I actually have a lot of respect for physicists doing physics, but sometimes some of their most prominent practitioners are really good at getting everything else wrong. Like Stephen Hawking, for instance.
“Six years ago, I was warning about pollution and overcrowding, they have gotten worse since then,” he said. “More than 80 percent of inhabitants of urban areas are exposed to unsafe levels of air pollution.”
Oh. Six years ago, huh?
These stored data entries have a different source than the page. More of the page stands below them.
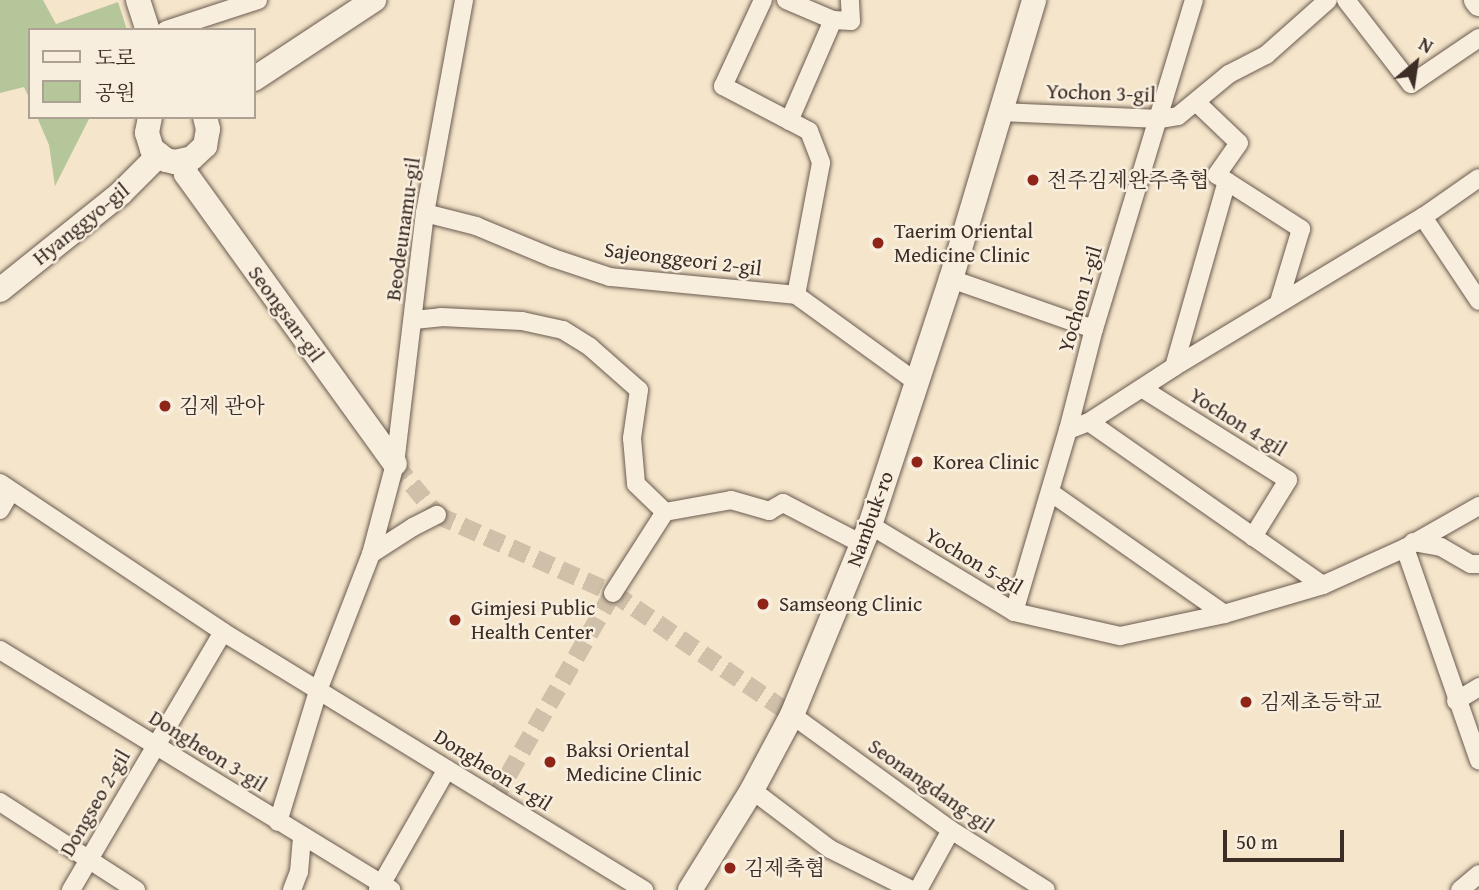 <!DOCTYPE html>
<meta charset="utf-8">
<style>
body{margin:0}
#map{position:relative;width:1479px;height:890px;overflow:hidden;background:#f5e5ca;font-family:"Gentium Book Plus","Noto Serif KR",serif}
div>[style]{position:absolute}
.green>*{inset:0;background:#b6c69b}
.street-tunnel>*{height:18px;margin-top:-9px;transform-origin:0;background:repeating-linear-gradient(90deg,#d0c0a9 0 18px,transparent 0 27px)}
.roads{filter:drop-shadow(0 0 2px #6a5b50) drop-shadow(0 0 2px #6a5b50)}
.street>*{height:18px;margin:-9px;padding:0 9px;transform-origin:9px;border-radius:9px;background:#f8eedd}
.secondary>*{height:24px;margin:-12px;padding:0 12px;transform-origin:12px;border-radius:12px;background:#f8eedd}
.dots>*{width:19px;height:19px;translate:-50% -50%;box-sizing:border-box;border:4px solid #f8eedd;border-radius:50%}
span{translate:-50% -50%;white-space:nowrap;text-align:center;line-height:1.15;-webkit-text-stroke:5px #f8eedd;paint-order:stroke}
.street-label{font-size:21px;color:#3c2d27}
.poi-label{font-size:21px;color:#3c2d27}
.left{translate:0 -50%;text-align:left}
.legend{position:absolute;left:28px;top:28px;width:228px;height:91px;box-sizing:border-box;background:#f8eedd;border:2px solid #ada194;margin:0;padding:9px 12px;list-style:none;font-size:21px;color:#3c2d27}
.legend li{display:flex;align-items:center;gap:14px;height:35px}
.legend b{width:35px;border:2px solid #ada194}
.north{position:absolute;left:1381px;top:28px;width:70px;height:70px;-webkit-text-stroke:5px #f8eedd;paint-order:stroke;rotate:29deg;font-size:19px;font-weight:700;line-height:28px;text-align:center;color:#3c2d27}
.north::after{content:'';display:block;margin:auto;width:24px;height:32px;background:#3c2d27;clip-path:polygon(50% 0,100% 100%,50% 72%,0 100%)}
.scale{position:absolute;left:1223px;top:830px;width:121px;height:32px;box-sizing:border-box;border:4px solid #3c2d27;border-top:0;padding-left:9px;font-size:21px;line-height:24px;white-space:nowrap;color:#3c2d27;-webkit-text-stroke:5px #f8eedd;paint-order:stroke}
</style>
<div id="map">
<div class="green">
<i style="clip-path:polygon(0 0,43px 0,56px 24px,118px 2px,127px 30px,30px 30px,30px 100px,24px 87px,0 93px)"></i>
<i style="clip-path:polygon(37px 117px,90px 117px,55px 186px,49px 145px)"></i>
</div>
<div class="street-tunnel">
<i style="left:395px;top:464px;width:66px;rotate:50.5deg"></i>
<i style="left:437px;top:515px;width:193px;rotate:23.9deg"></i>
<i style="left:613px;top:593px;width:217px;rotate:34.3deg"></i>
<i style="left:495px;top:798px;width:237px;rotate:-60.1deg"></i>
</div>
<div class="roads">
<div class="street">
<i style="left:763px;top:0;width:95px;rotate:114.9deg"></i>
<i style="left:723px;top:86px;width:97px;rotate:27.6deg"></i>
<i style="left:809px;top:131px;width:34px;rotate:69deg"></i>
<i style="left:821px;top:163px;width:134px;rotate:100.7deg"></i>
<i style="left:786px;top:0;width:51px;rotate:23.1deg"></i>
<i style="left:833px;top:20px;width:110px;rotate:113.5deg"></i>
<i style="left:1346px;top:0;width:106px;rotate:52.3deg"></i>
<i style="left:1411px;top:84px;width:82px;rotate:-34.1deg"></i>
<i style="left:833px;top:20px;width:18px;rotate:3deg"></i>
<i style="left:851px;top:21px;width:21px;rotate:-93deg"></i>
<i style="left:166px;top:30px;width:97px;rotate:-18.1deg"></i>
<i style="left:1196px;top:102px;width:59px;rotate:43.6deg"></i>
<i style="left:1239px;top:143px;width:39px;rotate:125deg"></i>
<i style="left:1217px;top:175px;width:100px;rotate:32.7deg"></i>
<i style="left:1301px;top:229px;width:76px;rotate:106.8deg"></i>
<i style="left:1000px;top:112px;width:160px;rotate:2.5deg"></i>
<i style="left:1160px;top:119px;width:18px;rotate:-9deg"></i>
<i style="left:1178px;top:116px;width:66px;rotate:-39.5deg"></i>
<i style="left:1229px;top:74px;width:42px;rotate:-27.2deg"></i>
<i style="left:1266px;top:55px;width:83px;rotate:-41.6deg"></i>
<i style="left:425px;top:213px;width:53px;rotate:14.3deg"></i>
<i style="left:476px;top:226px;width:83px;rotate:22.6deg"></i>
<i style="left:553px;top:258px;width:60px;rotate:18.4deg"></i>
<i style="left:610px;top:277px;width:187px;rotate:5.5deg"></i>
<i style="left:796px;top:295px;width:148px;rotate:35.9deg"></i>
<i style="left:1423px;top:217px;width:101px;rotate:56.3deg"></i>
<i style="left:951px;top:279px;width:151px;rotate:19.3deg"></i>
<i style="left:414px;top:320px;width:27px;rotate:-6deg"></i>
<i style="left:441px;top:317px;width:81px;rotate:2.8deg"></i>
<i style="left:522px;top:321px;width:42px;rotate:12.4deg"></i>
<i style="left:563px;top:330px;width:32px;rotate:32deg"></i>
<i style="left:590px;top:347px;width:65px;rotate:41.3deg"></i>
<i style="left:639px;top:390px;width:49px;rotate:98.3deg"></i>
<i style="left:632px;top:438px;width:46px;rotate:85deg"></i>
<i style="left:636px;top:484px;width:40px;rotate:44deg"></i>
<i style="left:1174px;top:367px;width:193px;rotate:-74.1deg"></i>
<i style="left:1143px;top:389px;width:171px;rotate:32.1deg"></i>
<i style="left:1288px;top:480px;width:67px;rotate:121.6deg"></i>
<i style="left:1089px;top:422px;width:285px;rotate:34.9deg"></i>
<i style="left:1068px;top:430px;width:22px;rotate:-21deg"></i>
<i style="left:1089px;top:422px;width:101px;rotate:-32.9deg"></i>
<i style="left:1174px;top:367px;width:291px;rotate:-31.1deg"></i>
<i style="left:1423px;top:217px;width:68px;rotate:-34.9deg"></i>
<i style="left:0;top:483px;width:268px;rotate:33.7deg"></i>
<i style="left:223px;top:632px;width:494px;rotate:31.5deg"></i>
<i style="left:1050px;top:492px;width:213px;rotate:35deg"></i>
<i style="left:0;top:510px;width:22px;rotate:-60deg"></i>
<i style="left:665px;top:512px;width:67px;rotate:-10.3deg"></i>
<i style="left:731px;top:500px;width:40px;rotate:16deg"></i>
<i style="left:769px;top:511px;width:16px;rotate:-30deg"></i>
<i style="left:783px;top:503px;width:89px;rotate:27.4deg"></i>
<i style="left:870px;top:525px;width:168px;rotate:31.1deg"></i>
<i style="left:1014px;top:612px;width:109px;rotate:12.8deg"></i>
<i style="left:1120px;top:636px;width:106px;rotate:-11.9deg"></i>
<i style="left:1224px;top:614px;width:103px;rotate:-16.3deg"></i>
<i style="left:1323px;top:585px;width:90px;rotate:-24.3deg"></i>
<i style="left:1405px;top:548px;width:85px;rotate:-29.6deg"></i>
<i style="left:1413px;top:542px;width:28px;rotate:10deg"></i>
<i style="left:1441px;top:547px;width:34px;rotate:30deg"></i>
<i style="left:1471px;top:564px;width:8px"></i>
<i style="left:1405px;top:548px;width:225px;rotate:70.8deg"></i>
<i style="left:371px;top:554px;width:50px;rotate:-32.7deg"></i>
<i style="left:413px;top:527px;width:27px;rotate:-27deg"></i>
<i style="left:613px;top:593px;width:96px;rotate:-57.3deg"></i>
<i style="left:1014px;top:612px;width:190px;rotate:-73.5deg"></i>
<i style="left:1068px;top:430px;width:104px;rotate:-75.6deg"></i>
<i style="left:1094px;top:329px;width:344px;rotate:-73.1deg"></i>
<i style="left:0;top:650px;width:459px;rotate:31.5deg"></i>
<i style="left:1456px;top:701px;width:27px;rotate:-31deg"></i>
<i style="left:792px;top:715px;width:196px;rotate:35.9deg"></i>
<i style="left:951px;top:830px;width:112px;rotate:32.3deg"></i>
<i style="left:752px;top:790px;width:98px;rotate:37.1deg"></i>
<i style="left:830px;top:849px;width:92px;rotate:26.6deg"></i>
<i style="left:0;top:802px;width:162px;rotate:32.9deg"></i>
<i style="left:278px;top:822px;width:140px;rotate:-73deg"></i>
<i style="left:319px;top:688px;width:144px;rotate:-68.8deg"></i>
<i style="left:371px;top:554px;width:93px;rotate:-75.1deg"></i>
<i style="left:395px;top:464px;width:253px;rotate:-83.2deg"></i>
<i style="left:425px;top:213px;width:217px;rotate:-79.6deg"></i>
<i style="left:71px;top:890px;width:299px;rotate:-59.5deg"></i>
<i style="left:292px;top:890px;width:19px;rotate:-69deg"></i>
<i style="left:299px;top:872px;width:36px;rotate:-85deg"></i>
<i style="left:378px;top:890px;width:139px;rotate:-60.3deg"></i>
<i style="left:918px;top:890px;width:68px;rotate:-61.2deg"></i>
<i style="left:1460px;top:890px;width:25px;rotate:-40deg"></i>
</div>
<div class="secondary">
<i style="left:138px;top:0;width:32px;rotate:72deg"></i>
<i style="left:1476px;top:0;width:5px;rotate:53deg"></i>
<i style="left:254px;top:79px;width:144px;rotate:-33.4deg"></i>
<i style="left:150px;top:117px;width:16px;rotate:101deg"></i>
<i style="left:147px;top:133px;width:17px;rotate:73deg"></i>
<i style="left:152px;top:149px;width:18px;rotate:38deg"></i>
<i style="left:166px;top:160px;width:9px;rotate:13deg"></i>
<i style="left:175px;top:162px;width:17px;rotate:-13deg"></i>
<i style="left:192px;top:158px;width:18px;rotate:-43deg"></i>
<i style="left:205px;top:146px;width:17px;rotate:-80deg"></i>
<i style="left:208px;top:129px;width:12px;rotate:-104deg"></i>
<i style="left:184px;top:161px;width:13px;rotate:81deg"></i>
<i style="left:186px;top:174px;width:357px;rotate:54.2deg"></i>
<i style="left:0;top:290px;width:155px;rotate:-38.7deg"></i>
<i style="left:121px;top:193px;width:54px;rotate:-45deg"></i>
<i style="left:690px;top:890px;width:118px;rotate:-58.2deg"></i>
<i style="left:752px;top:790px;width:85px;rotate:-61.9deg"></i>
<i style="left:792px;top:715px;width:205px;rotate:-67.7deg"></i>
<i style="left:870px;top:525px;width:259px;rotate:-71.8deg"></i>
<i style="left:951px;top:279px;width:291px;rotate:-73.4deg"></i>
</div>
</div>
<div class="dots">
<i style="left:1033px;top:180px;background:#8f2418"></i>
<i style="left:878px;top:243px;background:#8f2418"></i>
<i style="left:165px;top:406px;background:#8f2418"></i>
<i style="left:917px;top:462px;background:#8f2418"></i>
<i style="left:763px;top:604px;background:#8f2418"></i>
<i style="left:455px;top:620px;background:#8f2418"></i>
<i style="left:1246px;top:702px;background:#8f2418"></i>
<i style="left:550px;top:762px;background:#8f2418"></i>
<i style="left:730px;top:868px;background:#8f2418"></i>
</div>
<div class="street-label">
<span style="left:1101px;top:93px;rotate:2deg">Yochon 3-gil</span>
<span style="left:81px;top:224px;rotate:-39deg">Hyanggyo-gil</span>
<span style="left:403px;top:229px;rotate:-82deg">Beodeunamu-gil</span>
<span style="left:683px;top:259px;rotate:7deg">Sajeonggeori 2-gil</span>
<span style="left:1080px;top:299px;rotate:-74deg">Yochon 1-gil</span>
<span style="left:286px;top:314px;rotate:54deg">Seongsan-gil</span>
<span style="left:1238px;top:422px;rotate:32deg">Yochon 4-gil</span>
<span style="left:870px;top:519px;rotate:-70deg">Nambuk-ro</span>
<span style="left:974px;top:561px;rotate:31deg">Yochon 5-gil</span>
<span style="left:208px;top:751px;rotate:32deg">Dongheon 3-gil</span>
<span style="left:493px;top:770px;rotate:32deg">Dongheon 4-gil</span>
<span style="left:931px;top:786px;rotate:35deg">Seonangdang-gil</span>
<span style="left:95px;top:803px;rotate:-60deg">Dongseo 2-gil</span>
</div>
<div class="poi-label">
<span class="left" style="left:1047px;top:180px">전주김제완주축협</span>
<span class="left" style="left:894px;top:243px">Taerim Oriental<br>Medicine Clinic</span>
<span class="left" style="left:179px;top:406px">김제 관아</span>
<span class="left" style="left:933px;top:462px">Korea Clinic</span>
<span class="left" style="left:779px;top:604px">Samseong Clinic</span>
<span class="left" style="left:471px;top:620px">Gimjesi Public<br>Health Center</span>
<span class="left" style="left:1260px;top:702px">김제초등학교</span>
<span class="left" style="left:566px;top:762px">Baksi Oriental<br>Medicine Clinic</span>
<span class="left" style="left:744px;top:868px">김제축협</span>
</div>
<ul class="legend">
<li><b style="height:9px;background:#f8eedd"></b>도로</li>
<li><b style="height:19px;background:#b6c69b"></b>공원</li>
</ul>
<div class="north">N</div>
<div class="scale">50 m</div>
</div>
That’s not very impressive, Mr Prophet, when Rachel Carson was warning everyone about environmental pollutants almost sixty years ago, when the filth and disease of major cities like London have been the subject of concern for centuries, and Malthus’ An Essay on the Principle of Population was published in 1798. But I’m glad you’re finally catching on to what everyone else already knew.
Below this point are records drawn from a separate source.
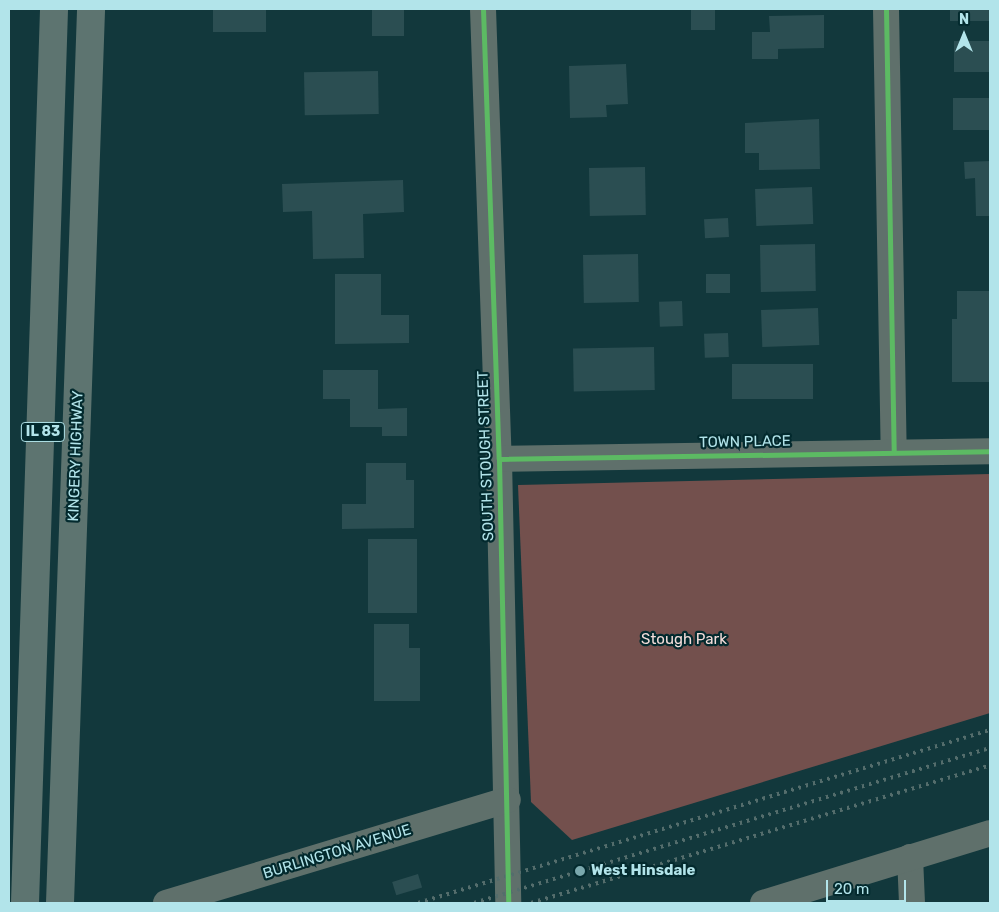 <!DOCTYPE html>
<html>
<head>
<meta charset="utf-8">
<style>
  body { margin:0 }
  #map { position:relative; width:999px; height:912px; overflow:hidden; background:#12383c; font-family:Rubik,sans-serif }
  div>[style] { position:absolute }
  .green>* { inset:0; background:#73504d }
  .building>* { inset:0; background:#2b4e52; transform-origin:0 0 }
  .street>* { height:26px; margin:-13px; padding:0 13px; transform-origin:13px; border-radius:13px; background:#5f706b }
  .highway>* { height:28px; margin:-14px; padding:0 14px; transform-origin:14px; border-radius:14px; background:#5d7470 }
  .rail>* { height:4px; margin-top:-2px; transform-origin:0; background:repeating-linear-gradient(90deg,#546d6c 0 2.5px,transparent 0 7.5px) }
  .cycleway>* { height:5px; margin:-2.5px; padding:0 2.5px; transform-origin:2.5px; border-radius:2.5px; background:#5cba63 }
  .dots>* { width:14px; height:14px; translate:-50% -50%; box-sizing:border-box; border:2px solid #032a2e; border-radius:50% }
  span { translate:-50% -50%; white-space:nowrap; text-align:center; line-height:1.15; -webkit-text-stroke:4.5px #032a2e; paint-order:stroke }
  .shield-label span { padding:1px 4px; background:#032a2e; border:1px solid; border-radius:4px; -webkit-text-stroke-width:0 }
  .shield-label { font-size:14px; color:#b2e4ea; font-weight:700 }
  .street-label { font-size:15px; color:#b2e4ea }
  .park-label { font-size:15px; color:#f4ddda }
  .poi-label { font-size:15px; color:#b2e4ea; font-weight:700 }
  .left { translate:0 -50%; text-align:left }
  .frame { position:absolute; inset:0; border:10px solid #b2e4ea; pointer-events:none }
  .north { position:absolute; left:939px; top:10px; width:50px; height:50px; -webkit-text-stroke:4px #032a2e; paint-order:stroke; rotate:0deg; font-size:14px; font-weight:700; line-height:20px; text-align:center; color:#b2e4ea }
  .north::after { content:''; display:block; margin:auto; width:18px; height:22px; background:#b2e4ea; clip-path:polygon(50% 0,100% 100%,50% 72%,0 100%) }
  .scale { position:absolute; left:826px; top:880px; width:80px; height:22px; box-sizing:border-box; border:2px solid #b2e4ea; border-top:0; padding-left:6px; font-size:15px; line-height:18px; white-space:nowrap; color:#b2e4ea; -webkit-text-stroke:4px #032a2e; paint-order:stroke }
</style>
</head>
<body>
<div id="map">
  <div class="green">
    <div style="clip-path:polygon(990px 474px,990px 713px,572px 840px,531px 802px,518px 485px)"></div>
  </div>
  <div class="building">
    <div style="left:213px;top:9px;width:53px;height:23px"></div>
    <div style="left:372px;top:9px;width:32px;height:27px"></div>
    <div style="left:691px;top:9px;width:24px;height:21px"></div>
    <div style="left:950px;top:9px;width:40px;height:12px"></div>
    <div style="clip-path:polygon(824px 15px,824px 48px,778px 49px,778px 59px,752px 59px,752px 32px,770px 32px,769px 16px)"></div>
    <div style="left:990px;top:41px;width:31px;height:36px;rotate:90deg"></div>
    <div style="clip-path:polygon(626px 64px,628px 104px,606px 105px,607px 117px,570px 118px,569px 66px)"></div>
    <div style="left:378px;top:71px;width:43px;height:74px;rotate:89deg"></div>
    <div style="left:953px;top:98px;width:37px;height:32px"></div>
    <div style="clip-path:polygon(819px 119px,820px 169px,759px 170px,759px 153px,745px 153px,745px 123px)"></div>
    <div style="clip-path:polygon(990px 161px,990px 216px,976px 216px,975px 178px,965px 179px,964px 162px)"></div>
    <div style="left:645px;top:167px;width:48px;height:56px;rotate:89deg"></div>
    <div style="clip-path:polygon(403px 180px,404px 212px,363px 214px,364px 258px,313px 259px,312px 211px,283px 212px,282px 184px)"></div>
    <div style="left:812px;top:187px;width:37px;height:57px;rotate:88deg"></div>
    <div style="left:728px;top:218px;width:19px;height:24px;rotate:87deg"></div>
    <div style="left:815px;top:244px;width:47px;height:55px;rotate:89deg"></div>
    <div style="left:638px;top:254px;width:48px;height:55px;rotate:89deg"></div>
    <div style="clip-path:polygon(335px 274px,381px 274px,381px 315px,409px 315px,409px 343px,335px 344px)"></div>
    <div style="left:730px;top:274px;width:19px;height:24px;rotate:90deg"></div>
    <div style="clip-path:polygon(957px 291px,989px 291px,990px 382px,952px 382px,952px 319px,957px 319px)"></div>
    <div style="left:682px;top:301px;width:25px;height:23px;rotate:88deg"></div>
    <div style="left:818px;top:308px;width:37px;height:57px;rotate:88deg"></div>
    <div style="left:728px;top:333px;width:24px;height:24px;rotate:88deg"></div>
    <div style="left:654px;top:347px;width:43px;height:81px;rotate:89deg"></div>
    <div style="left:813px;top:364px;width:35px;height:81px;rotate:90deg"></div>
    <div style="clip-path:polygon(323px 370px,378px 370px,378px 409px,407px 408px,407px 436px,382px 436px,382px 427px,350px 427px,350px 399px,323px 399px)"></div>
    <div style="clip-path:polygon(366px 463px,406px 463px,406px 480px,414px 480px,414px 528px,342px 529px,342px 504px,366px 504px)"></div>
    <div style="left:417px;top:539px;width:74px;height:49px;rotate:90deg"></div>
    <div style="clip-path:polygon(374px 624px,409px 624px,409px 648px,420px 648px,420px 701px,374px 701px)"></div>
    <div style="left:418px;top:874px;width:14px;height:27px;rotate:73deg"></div>
  </div>
  <div class="street">
    <div style="left:483px;top:9px;width:450px;rotate:88deg"></div>
    <div style="left:499px;top:459px;width:444px;rotate:88.8deg"></div>
    <div style="left:886px;top:9px;width:443px;rotate:89deg"></div>
    <div style="left:499px;top:459px;width:491px;rotate:-0.9deg"></div>
    <div style="left:910px;top:857px;width:46px;rotate:87.5deg"></div>
    <div style="left:166px;top:903px;width:357px;rotate:-16.8deg"></div>
    <div style="left:763px;top:903px;width:238px;rotate:-17.1deg"></div>
  </div>
  <div class="highway">
    <div style="left:25px;top:903px;width:894px;rotate:-88.14deg"></div>
    <div style="left:60px;top:903px;width:895px;rotate:-88.01deg"></div>
  </div>
  <div class="rail">
    <div style="left:418px;top:903px;width:598px;rotate:-16.83deg"></div>
    <div style="left:474px;top:903px;width:539px;rotate:-16.72deg"></div>
    <div style="left:531px;top:903px;width:479px;rotate:-16.7deg"></div>
  </div>
  <div class="cycleway">
    <div style="left:483px;top:9px;width:450px;rotate:88deg"></div>
    <div style="left:499px;top:459px;width:444px;rotate:88.8deg"></div>
    <div style="left:886px;top:9px;width:443px;rotate:89deg"></div>
    <div style="left:499px;top:459px;width:491px;rotate:-0.9deg"></div>
  </div>
  <div class="dots">
    <div style="left:580px;top:871px;background:#7aa8ad"></div>
  </div>
  <div class="shield-label">
    <span style="left:43px;top:432px">IL 83</span>
  </div>
  <div class="street-label">
    <span style="left:745px;top:442px;rotate:-1deg">TOWN PLACE</span>
    <span style="left:76px;top:456px;rotate:-88deg">KINGERY HIGHWAY</span>
    <span style="left:486px;top:456px;rotate:-92deg">SOUTH STOUGH STREET</span>
    <span style="left:337px;top:852px;rotate:-17deg">BURLINGTON AVENUE</span>
  </div>
  <div class="park-label">
    <span style="left:684px;top:640px">Stough Park</span>
  </div>
  <div class="poi-label">
    <span class="left" style="left:591px;top:871px">West Hinsdale</span>
  </div>
  <div class="frame"></div>
  <div class="north">N</div>
  <div class="scale">20 m</div>
</div>
</body>
</html>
But after citing those real problems, guess what Hawking thinks we ought to be worried about?
Hawking warned about artificial intelligence and the fact there is no way to predict what will happen when machines reach the ability to self-determine.
“Once machines reach the critical stage of being able to evolve themselves, we cannot predict whether their goals will be the same as ours,” he said.
Jebus. We do not have self-aware, conscious robots, and their production is not imminent. We do not have an artificial intelligence. We don’t know how to build an artificial intelligence. Skynet is science fiction. The Matrix is not real (and is actually rather hokey). If I had to make a list of real problems we ought to be worried about, it would start with overpopulation, over-exploitation of resources, environmental destruction, and global climate change. It would include the rise of a new fascism, oppression, poverty, growing disparity in wealth, emerging diseases, and a host of other genuine concerns. The sentient robot uprising wouldn’t even make the top 100; it would be somewhere down in the bottom 100, along with the zombie apocalypse, Kardashians taking over the planet, Nazis emerging from their secret base at the center of the hollow earth, and sharknadoes.
But, I know, Stephen Hawking! It takes a world class physicist to make malarkey about nonexistent problems important to the media, I guess.